§ WHAT NEEDS TO BE DONE: The material below contains a line with "I am building" and a line with "Task: Dump the". Copy exactly those two lines and all lines between them.

===

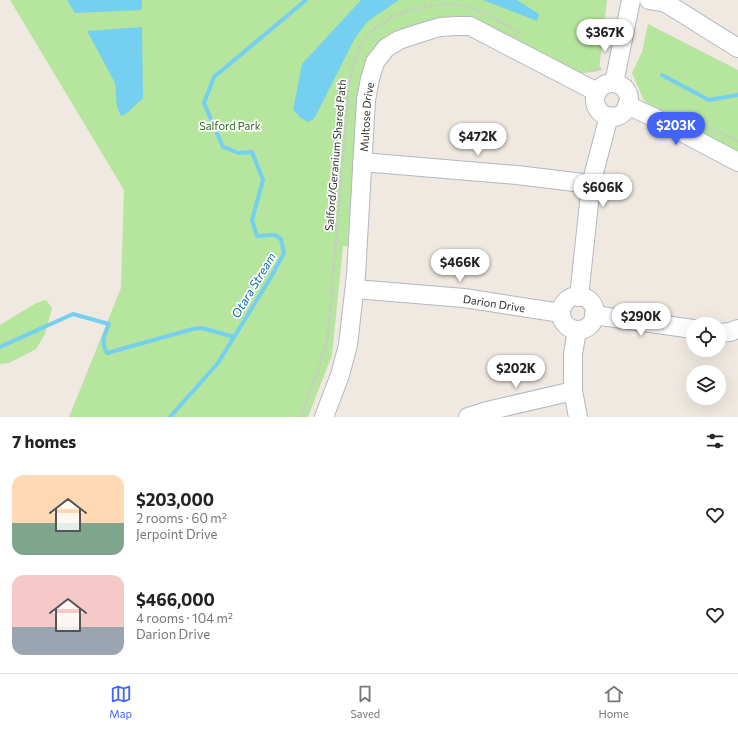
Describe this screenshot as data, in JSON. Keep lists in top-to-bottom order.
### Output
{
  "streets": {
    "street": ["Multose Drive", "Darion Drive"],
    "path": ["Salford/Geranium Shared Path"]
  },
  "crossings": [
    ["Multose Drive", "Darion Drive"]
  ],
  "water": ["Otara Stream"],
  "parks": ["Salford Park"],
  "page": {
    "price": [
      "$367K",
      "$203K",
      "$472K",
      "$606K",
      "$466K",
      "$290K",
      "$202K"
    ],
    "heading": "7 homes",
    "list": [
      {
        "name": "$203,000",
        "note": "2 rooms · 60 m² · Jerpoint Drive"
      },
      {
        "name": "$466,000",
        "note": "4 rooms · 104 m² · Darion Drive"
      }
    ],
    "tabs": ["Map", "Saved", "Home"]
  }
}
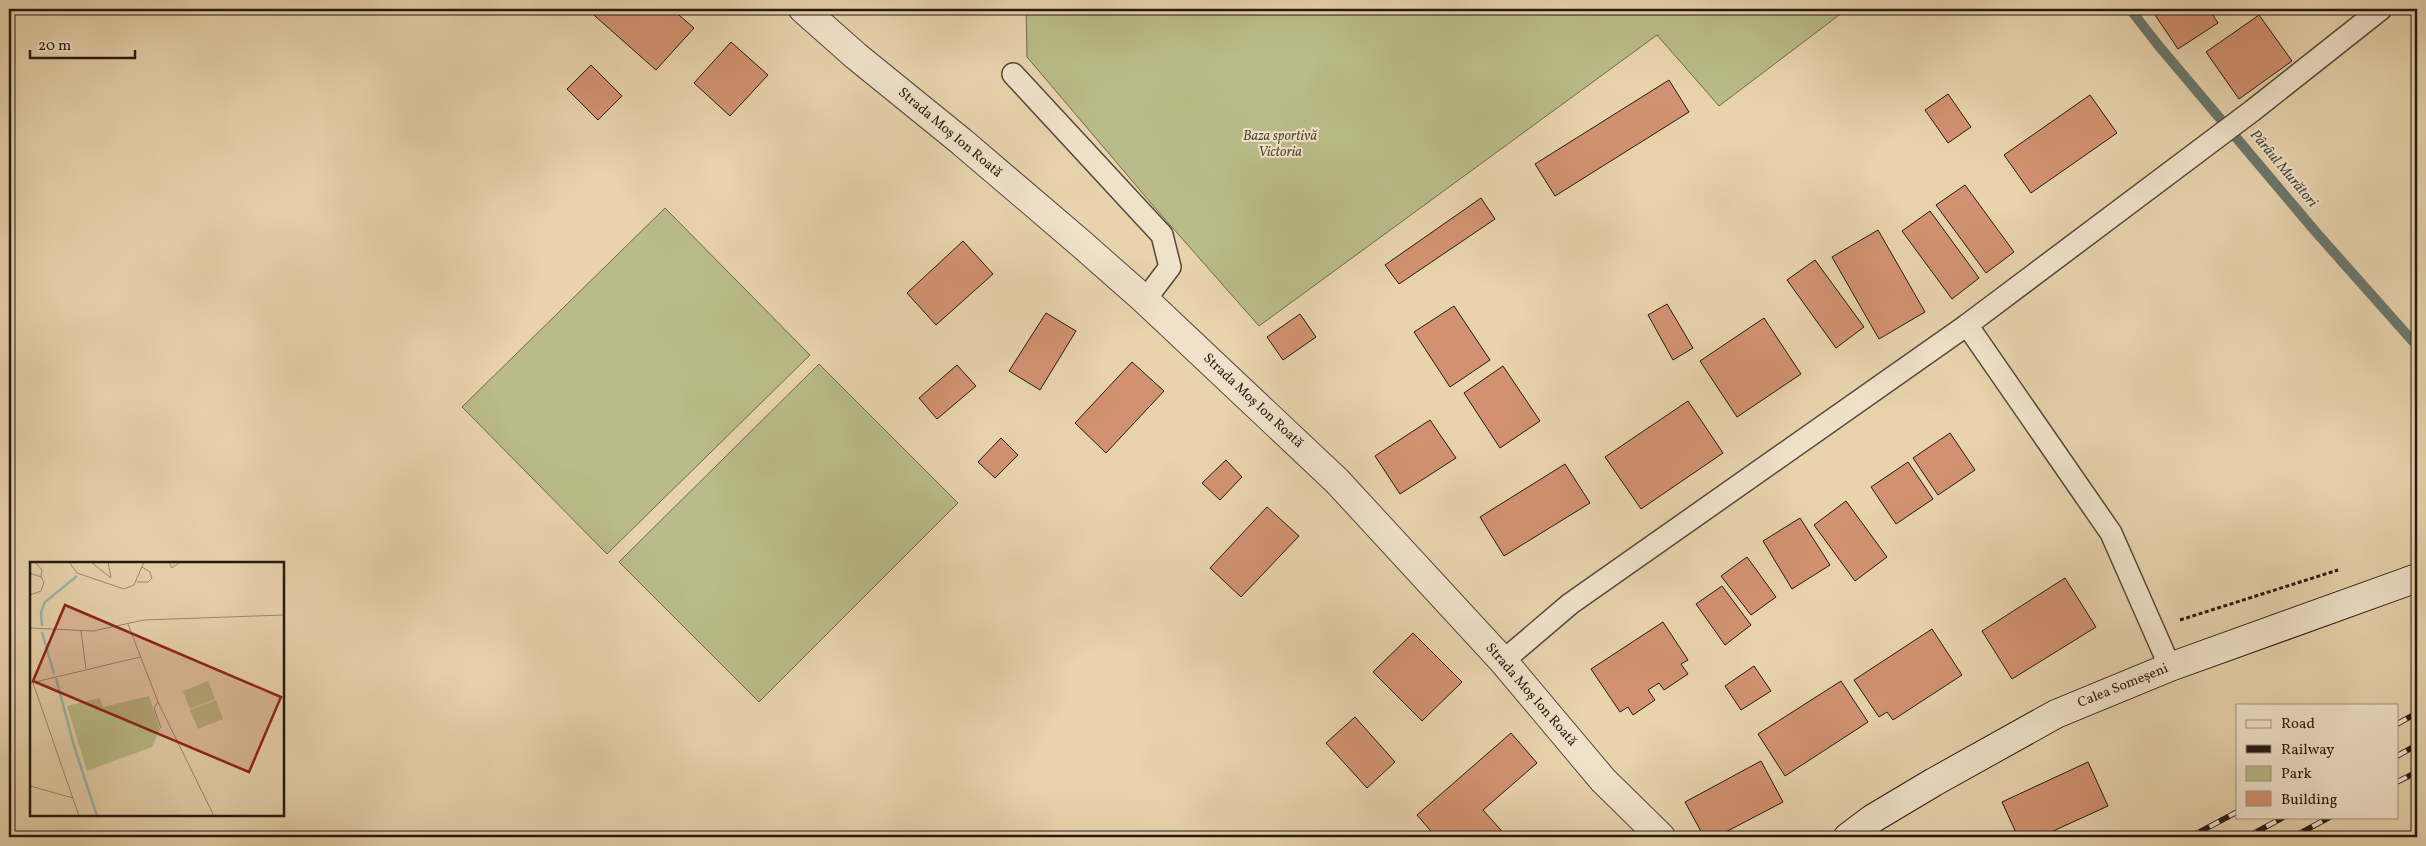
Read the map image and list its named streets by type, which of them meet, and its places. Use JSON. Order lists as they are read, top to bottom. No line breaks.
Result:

===

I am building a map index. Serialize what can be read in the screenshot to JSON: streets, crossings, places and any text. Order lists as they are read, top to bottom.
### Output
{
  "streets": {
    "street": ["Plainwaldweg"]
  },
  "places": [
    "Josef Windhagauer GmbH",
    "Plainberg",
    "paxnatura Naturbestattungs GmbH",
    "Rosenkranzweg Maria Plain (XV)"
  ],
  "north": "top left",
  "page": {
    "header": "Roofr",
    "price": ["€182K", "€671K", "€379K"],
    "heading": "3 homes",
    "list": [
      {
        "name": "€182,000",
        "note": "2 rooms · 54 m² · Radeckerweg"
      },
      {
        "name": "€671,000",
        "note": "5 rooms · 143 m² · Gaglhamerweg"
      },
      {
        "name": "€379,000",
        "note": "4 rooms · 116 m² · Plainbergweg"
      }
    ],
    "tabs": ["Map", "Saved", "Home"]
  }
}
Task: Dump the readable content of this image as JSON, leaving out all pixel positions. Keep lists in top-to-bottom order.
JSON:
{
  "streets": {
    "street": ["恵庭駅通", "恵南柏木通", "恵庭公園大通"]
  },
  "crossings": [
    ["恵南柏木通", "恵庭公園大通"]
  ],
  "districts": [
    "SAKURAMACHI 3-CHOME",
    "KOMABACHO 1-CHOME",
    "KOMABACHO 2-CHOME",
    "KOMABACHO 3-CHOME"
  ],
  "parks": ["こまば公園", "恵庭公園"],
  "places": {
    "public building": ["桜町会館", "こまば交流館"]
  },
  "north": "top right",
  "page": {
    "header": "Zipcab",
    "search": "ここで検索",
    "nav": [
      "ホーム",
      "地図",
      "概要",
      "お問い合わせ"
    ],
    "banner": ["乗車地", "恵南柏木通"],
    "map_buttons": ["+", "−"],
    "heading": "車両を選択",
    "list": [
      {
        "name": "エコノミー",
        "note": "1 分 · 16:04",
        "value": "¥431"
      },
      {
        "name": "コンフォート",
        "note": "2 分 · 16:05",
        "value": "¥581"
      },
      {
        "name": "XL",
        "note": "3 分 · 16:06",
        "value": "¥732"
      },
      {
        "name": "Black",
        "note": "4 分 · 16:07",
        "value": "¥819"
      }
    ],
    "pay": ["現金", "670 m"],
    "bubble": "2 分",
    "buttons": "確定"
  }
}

===

§ EXERCISE RESULT:
I am building a map index. Serialize what can be read in the screenshot to JSON: streets, crossings, places and any text. Order lists as they are read, top to bottom.
### Output
{
  "streets": {
    "street": ["Plainwaldweg"]
  },
  "places": [
    "Josef Windhagauer GmbH",
    "Plainberg",
    "paxnatura Naturbestattungs GmbH",
    "Rosenkranzweg Maria Plain (XV)"
  ],
  "north": "top left",
  "page": {
    "header": "Roofr",
    "price": ["€182K", "€671K", "€379K"],
    "heading": "3 homes",
    "list": [
      {
        "name": "€182,000",
        "note": "2 rooms · 54 m² · Radeckerweg"
      },
      {
        "name": "€671,000",
        "note": "5 rooms · 143 m² · Gaglhamerweg"
      },
      {
        "name": "€379,000",
        "note": "4 rooms · 116 m² · Plainbergweg"
      }
    ],
    "tabs": ["Map", "Saved", "Home"]
  }
}
Task: Dump the readable content of this image as JSON, leaving out all pixel positions. Keep lists in top-to-bottom order.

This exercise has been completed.